Hacker News new | ask | show | jobs
by EdwardDiego 1681 days ago
Very much true. I saw a joke tweet recently something along the lines of - It's amazing how many data engineering scaling issues these days are being solved by just paying Snowflake more money.

Spark does take a lot of tuning, but then I'm guessing Databricks offer that service as part of your licensing fee? (I'd hope so if they're selling a product based on FOSS code, there has to be a value add to justify it)

1 comments

> I'd hope so if they're selling a product based on FOSS code, there has to be a value add to justify it

They have some proprietary features like DBIO [1]. They also have some cloud-specific features like storage autoscaling [2] that would not be available in OSS Spark. Even Delta Lake [3] used to be proprietary, but I suspect the rise of open-source frameworks like Iceberg led them to open-source it.

Shameless plug - when working at a since-shutdown competitor to Databricks, I'd come up with storage autoscaling long before them [4], so it's not unlikely that they were "inspired" by us :-) .

1. https://docs.databricks.com/spark/latest/spark-sql/dbio-comm...

2. https://databricks.com/blog/2017/12/01/transparent-autoscali...

3. https://delta.io/

4. https://www.qubole.com/blog/auto-scaling-in-qubole-with-aws-...

The open source Delta is not a replacement for the real thing - they did not include features like optimizing small files (small file problem is well known in big data, and much more of a problem once streaming gets involved) and others.
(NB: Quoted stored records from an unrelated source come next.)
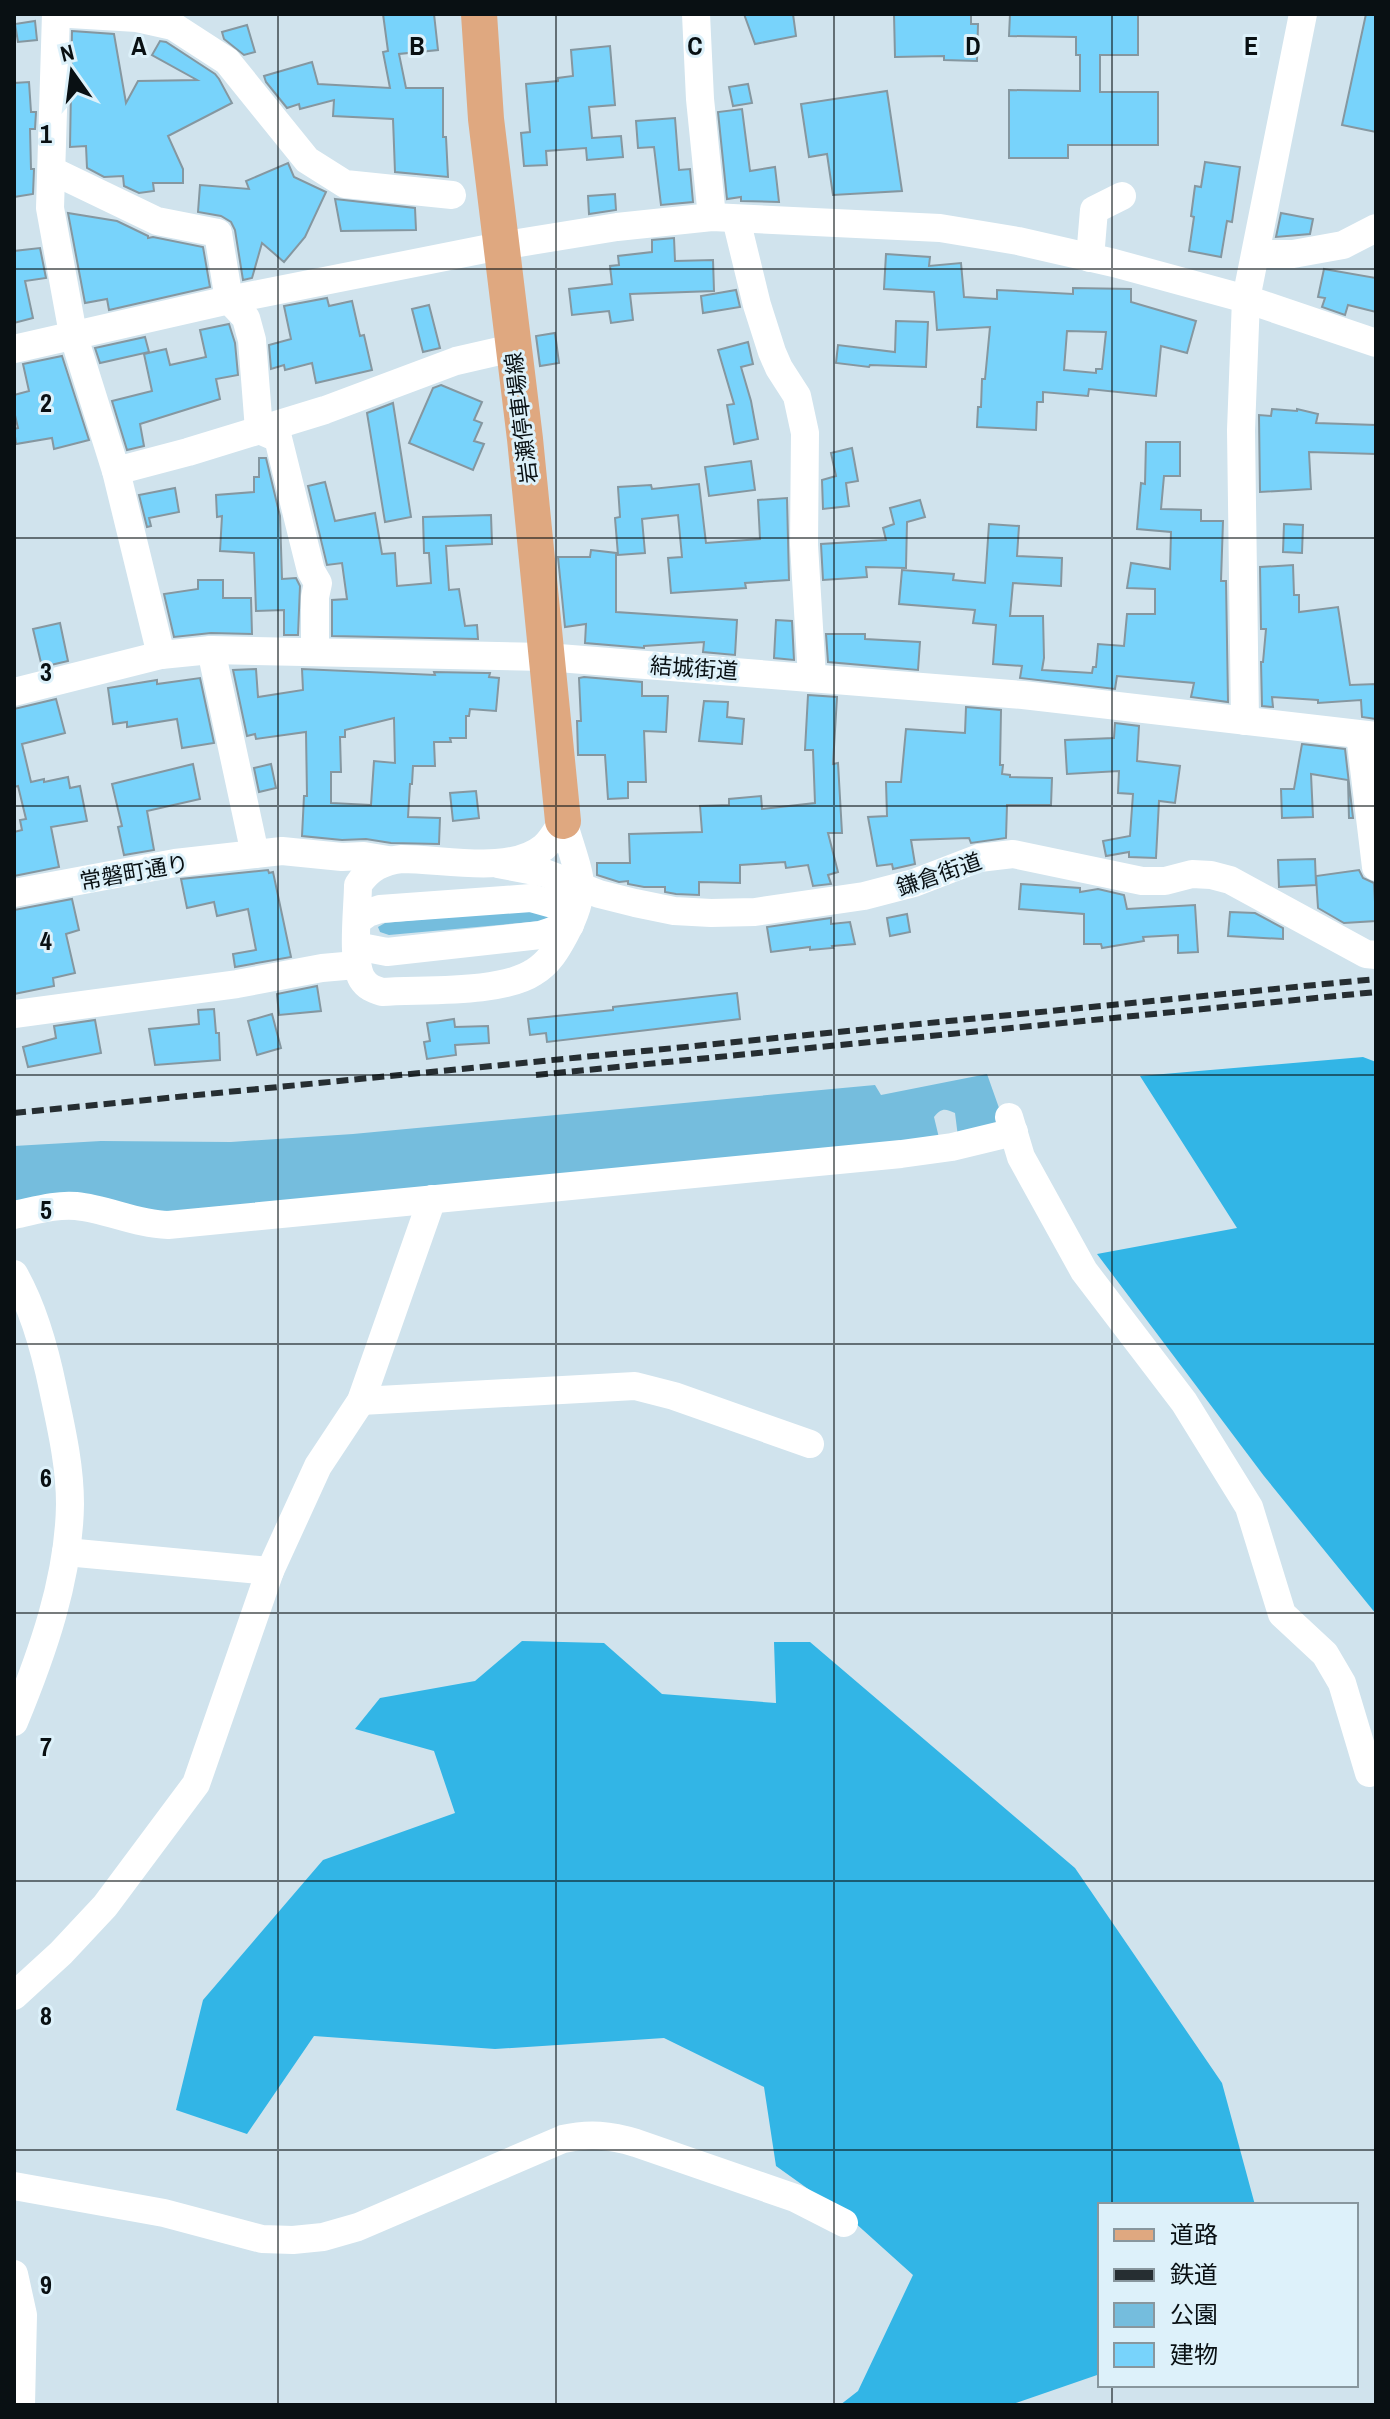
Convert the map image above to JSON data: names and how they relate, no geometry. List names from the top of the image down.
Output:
{
  "streets": {
    "main road": ["岩瀬停車場線"],
    "street": ["結城街道", "常磐町通り", "鎌倉街道"]
  },
  "crossings": [
    ["岩瀬停車場線", "結城街道"]
  ],
  "legend": [
    "道路",
    "鉄道",
    "公園",
    "建物"
  ],
  "north": "top",
  "grid": {
    "columns": [
      "A",
      "B",
      "C",
      "D",
      "E"
    ],
    "rows": [
      "1",
      "2",
      "3",
      "4",
      "5",
      "6",
      "7",
      "8",
      "9"
    ]
  }
}
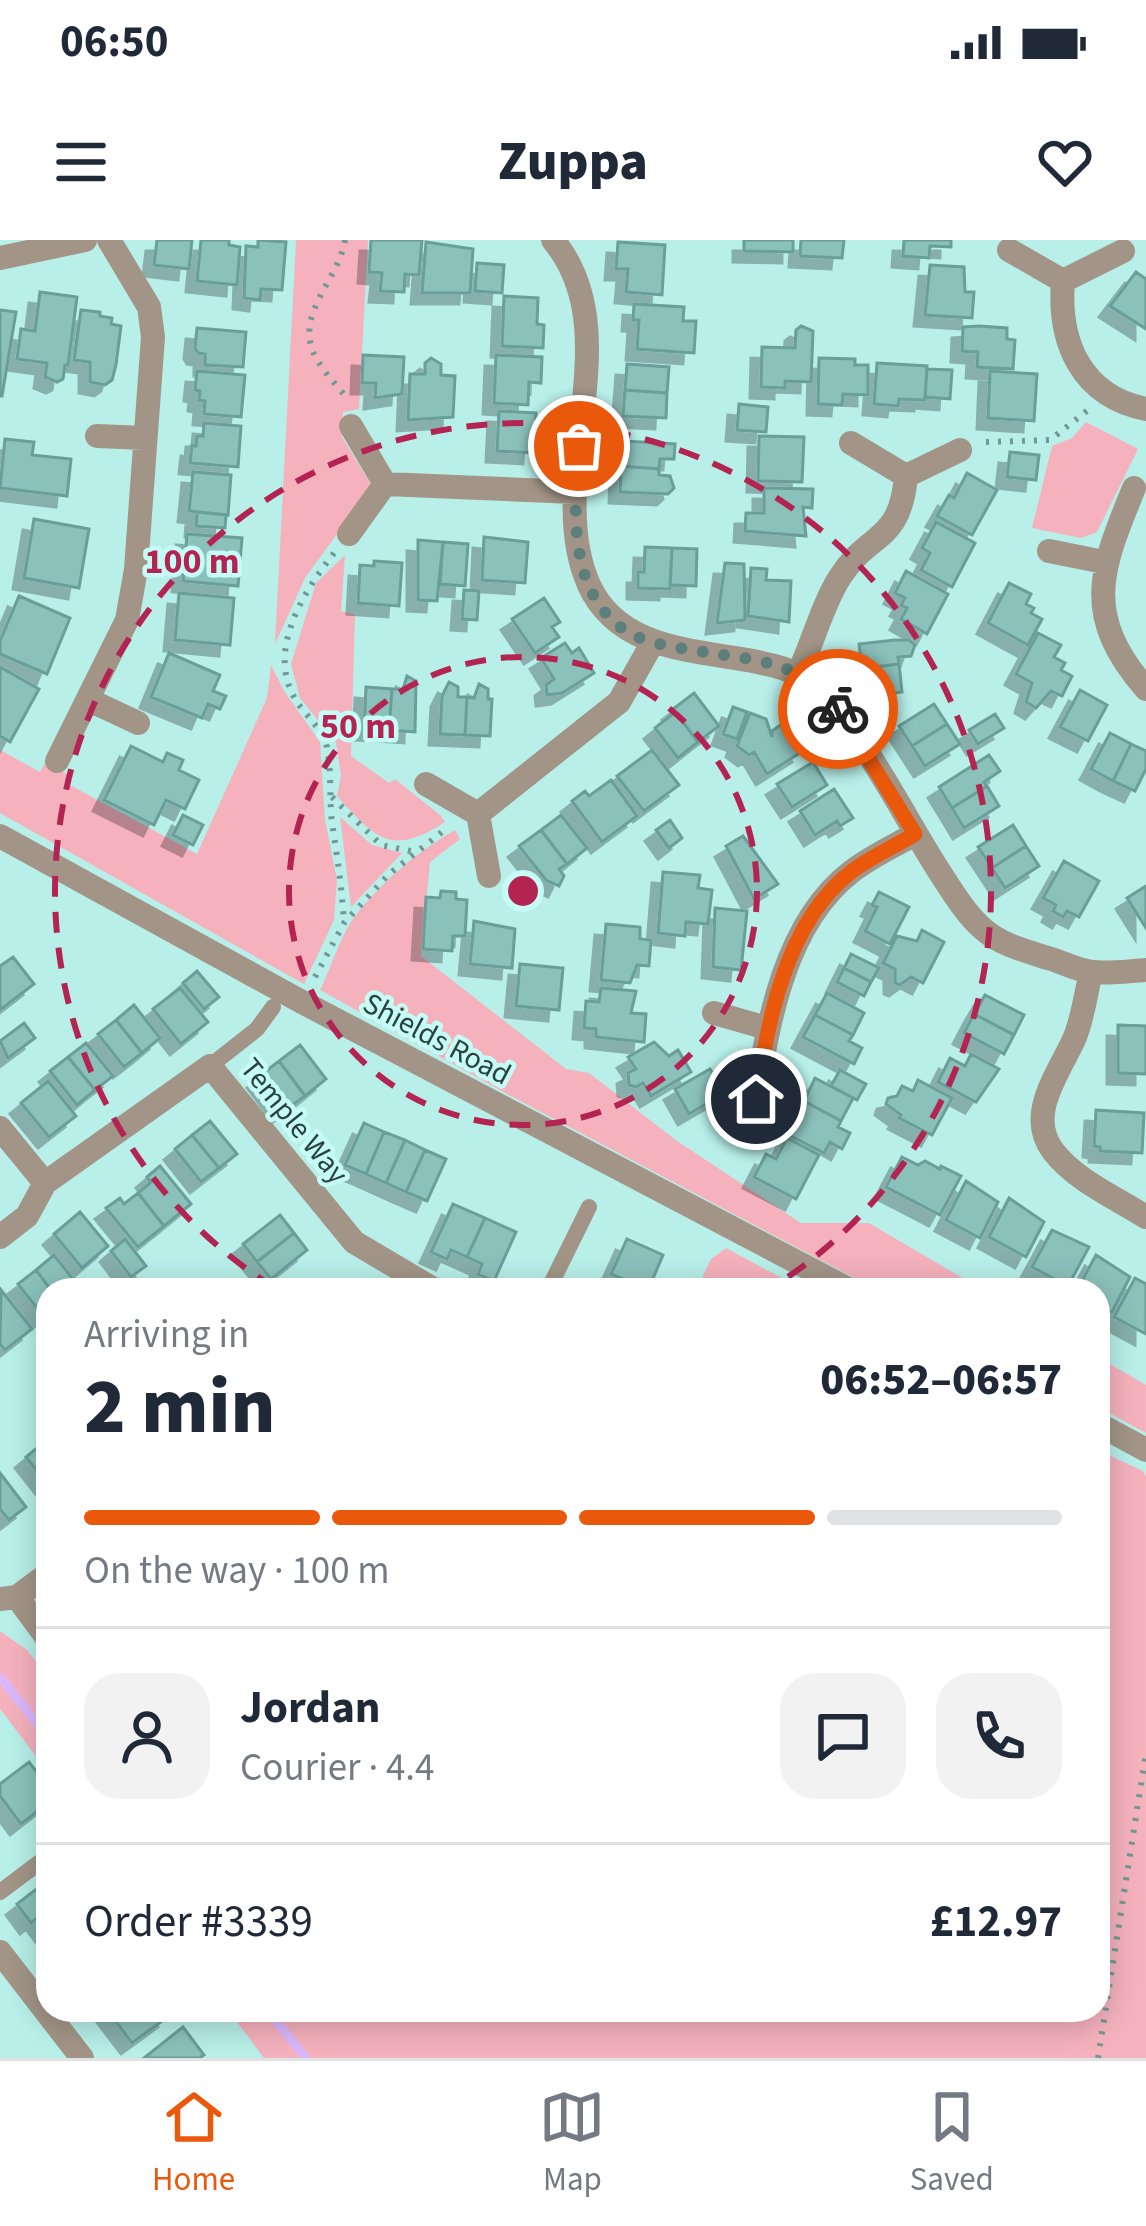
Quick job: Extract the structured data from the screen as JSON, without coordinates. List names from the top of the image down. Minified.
{"streets":{"street":["Shields Road","Temple Way"]},"page":{"status":"06:50","header":"Zuppa","heading":["2 min","Arriving in","06:52–06:57"],"panel":["Jordan","Courier · 4.4","Order #3339","£12.97"],"bar":"On the way · 100 m","tabs":["Home","Map","Saved"]},"rings":["100 m","50 m"]}
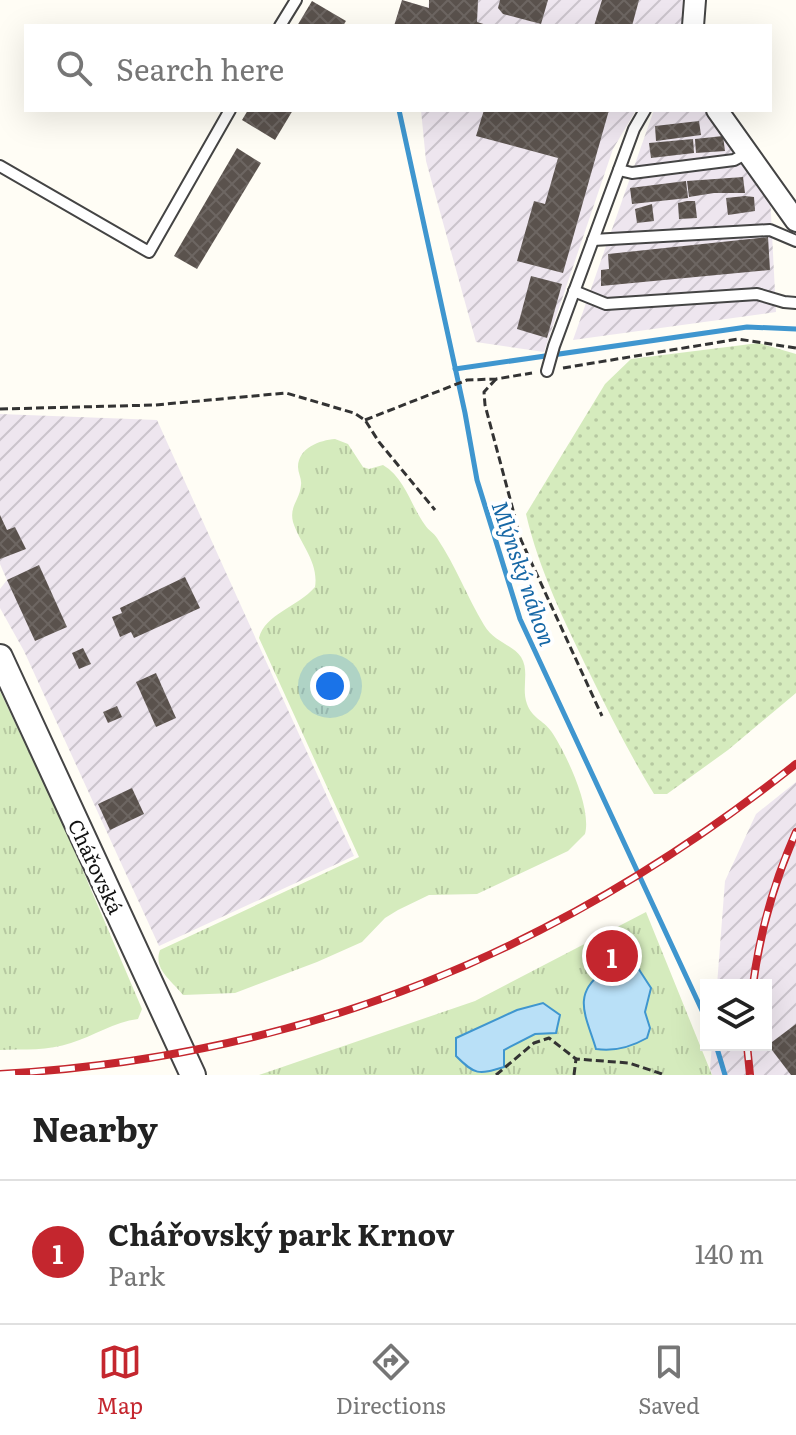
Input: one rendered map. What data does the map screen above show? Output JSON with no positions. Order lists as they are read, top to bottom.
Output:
{
  "streets": {
    "street": ["Chářovská"]
  },
  "water": ["Mlýnský náhon"],
  "page": {
    "search": "Search here",
    "pins": "1",
    "heading": "Nearby",
    "list": [
      {
        "mark": "1",
        "name": "Chářovský park Krnov",
        "note": "Park",
        "value": "140 m"
      }
    ],
    "nav": ["Map", "Directions", "Saved"]
  }
}
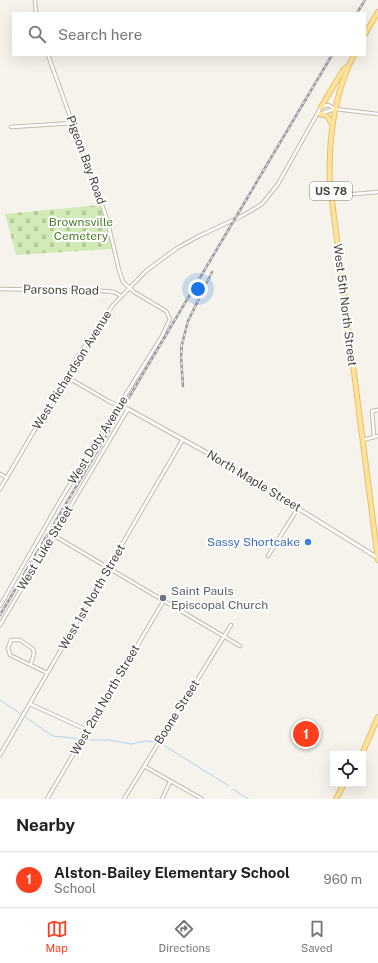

It is more of a demo of the real thing. Which does not stop them from repeating everywhere how open they are, of course.

EDIT: the delta also still keeps partitioning information in the hive metastore, while iceberg keeps it in storage, making it a far superior design. Adopting iceberg is harder due to third party tools like AWS Redshift not supporting it - you have to go 100 % of the way.

>the delta also still keeps partitioning information in the hive metastore, while iceberg keeps it in storage, making it a far superior design.

Check out https://github.com/delta-io/delta/blob/3ffb30d86c6acda9b59b9... when you get a chance. You don't need hive metastore to query delta tables since all metadata for a Delta table is stored alongside the data

>they did not include features like optimizing small files

For optimizing small files, you could run https://docs.delta.io/latest/best-practices.html#compact-fil...